Ilha Solteira, 13 (AE)- A Prefeitura de Ilha Solteira, a 700 quilômetros da Capital no extremo noroeste do Estado, abrirá nova licitação para escolher quem deve explorar as duas praias artificiais do município. A privatização deve incluir direito de administrar a verba do pedágio cobrado no recém inaugurado portal das áreas de lazer onde, além das praias, quadras, campos de futebol e quiosques, existem espaços para sete atividades comerciais fixas entre elas bares, restaurantes e artesanatos.
Frequentada nos fins de semana por mais de 7 mil pessoas
as praias de Ilha Solteira se transformaram no lugar preferido do lazer coletivo de quem mora na Alta Noroeste ou está em visita pelos pontos turísticos da região. O prefeito Sebastião de Paula (PPB) disse no entanto que é preciso ser mais arrojado na opção pelo turismo profissional.

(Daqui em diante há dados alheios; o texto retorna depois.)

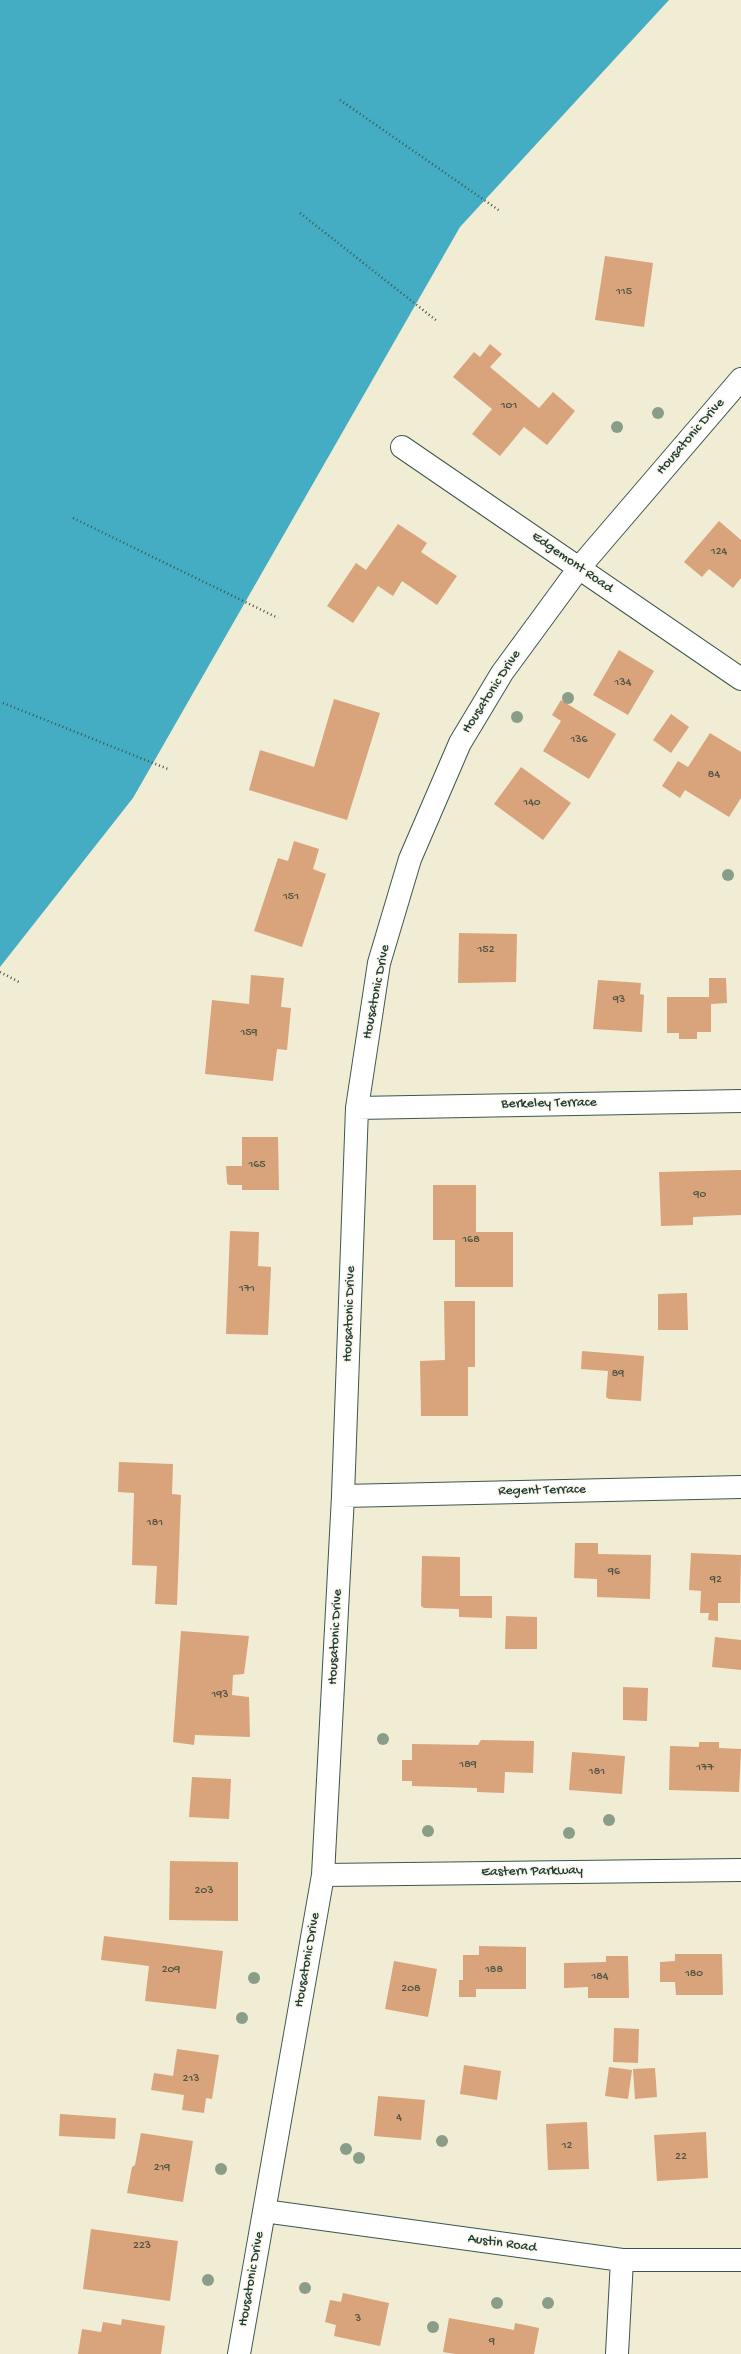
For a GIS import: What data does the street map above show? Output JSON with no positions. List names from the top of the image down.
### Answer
{
  "streets": {
    "street": [
      "Housatonic Drive",
      "Edgemont Road",
      "Berkeley Terrace",
      "Regent Terrace",
      "Eastern Parkway",
      "Austin Road"
    ]
  },
  "crossings": [
    ["Housatonic Drive", "Edgemont Road"],
    ["Housatonic Drive", "Berkeley Terrace"],
    ["Housatonic Drive", "Regent Terrace"],
    ["Housatonic Drive", "Eastern Parkway"],
    ["Housatonic Drive", "Austin Road"]
  ],
  "house_numbers": [
    "115",
    "101",
    "124",
    "134",
    "136",
    "84",
    "140",
    "151",
    "152",
    "93",
    "159",
    "165",
    "90",
    "168",
    "171",
    "89",
    "181",
    "96",
    "92",
    "193",
    "189",
    "177",
    "181",
    "203",
    "209",
    "188",
    "180",
    "184",
    "208",
    "213",
    "4",
    "12",
    "22",
    "219",
    "223",
    "3",
    "9"
  ]
}
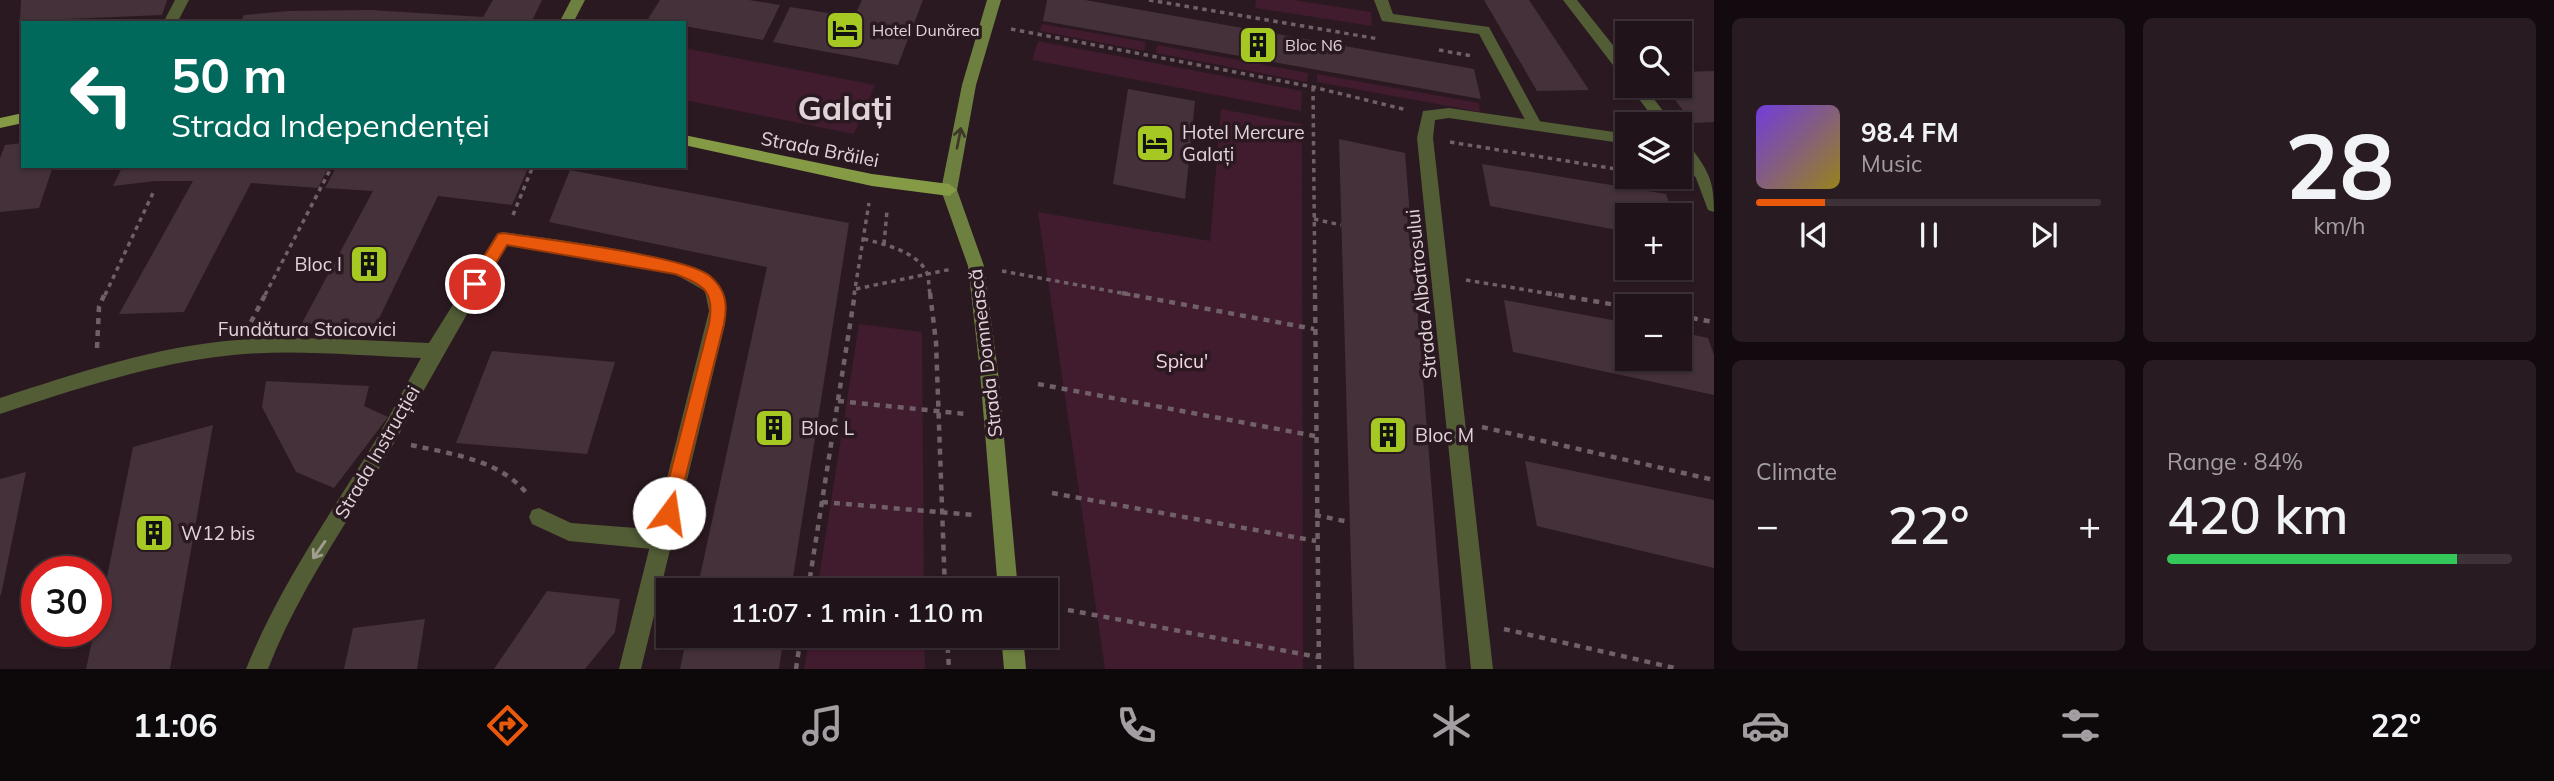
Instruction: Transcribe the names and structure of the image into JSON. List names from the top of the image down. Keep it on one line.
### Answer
{"streets":{"main road":["Strada Brăilei","Strada Domnească"],"street":["Strada Albatrosului","Fundătura Stoicovici","Strada Instrucției"]},"crossings":[["Strada Brăilei","Strada Domnească"],["Fundătura Stoicovici","Strada Instrucției"]],"one_way":["Strada Instrucției"],"districts":["Galați"],"parks":["Spicu'"],"places":{"hotel":["Hotel Dunărea","Hotel Mercure Galați"],"building":["Bloc N6","Bloc I","Bloc L","Bloc M","W12 bis"]},"page":{"tile":[["28","km/h"],"Climate",["Range · 84%","420 km"]],"map_buttons":["+","−"],"turn":["50 m","Strada Independenței"],"song":["98.4 FM","Music"],"heat":["−","22°","+"],"limit":"30","trip":"11:07 · 1 min · 110 m","tabs":["11:06","22°"]}}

Para ele a praia deve oferecer tranquilidade, segurança e um bom atendimento em todos os serviços que se apresenta ao turista.
Contrato - Os atuais concessionários, entre eles a Associação Comercial , são acusados de descumprirem o contrato e perderem o direito de permanecer na posse durante dez anos dos quais já se passaram quatro. Entre as irregularidades estão arrendamento para terceiros e desvio de finalidade dos imóveis. Castaldi disse que os comerciantes de lanchonetes decidiram oferecer refeições, mesmo sem ter estrutura higiênica e sanitária para isso. "Não podemos causar dúvidas ou suspeitas ao turistas, por isso, vamos ser rígidos com a qualidade", disse a diretora. Para Castaldi "é preciso profissionalizar o turismo na cidade, para que ele passe de fato a gerar renda para o município".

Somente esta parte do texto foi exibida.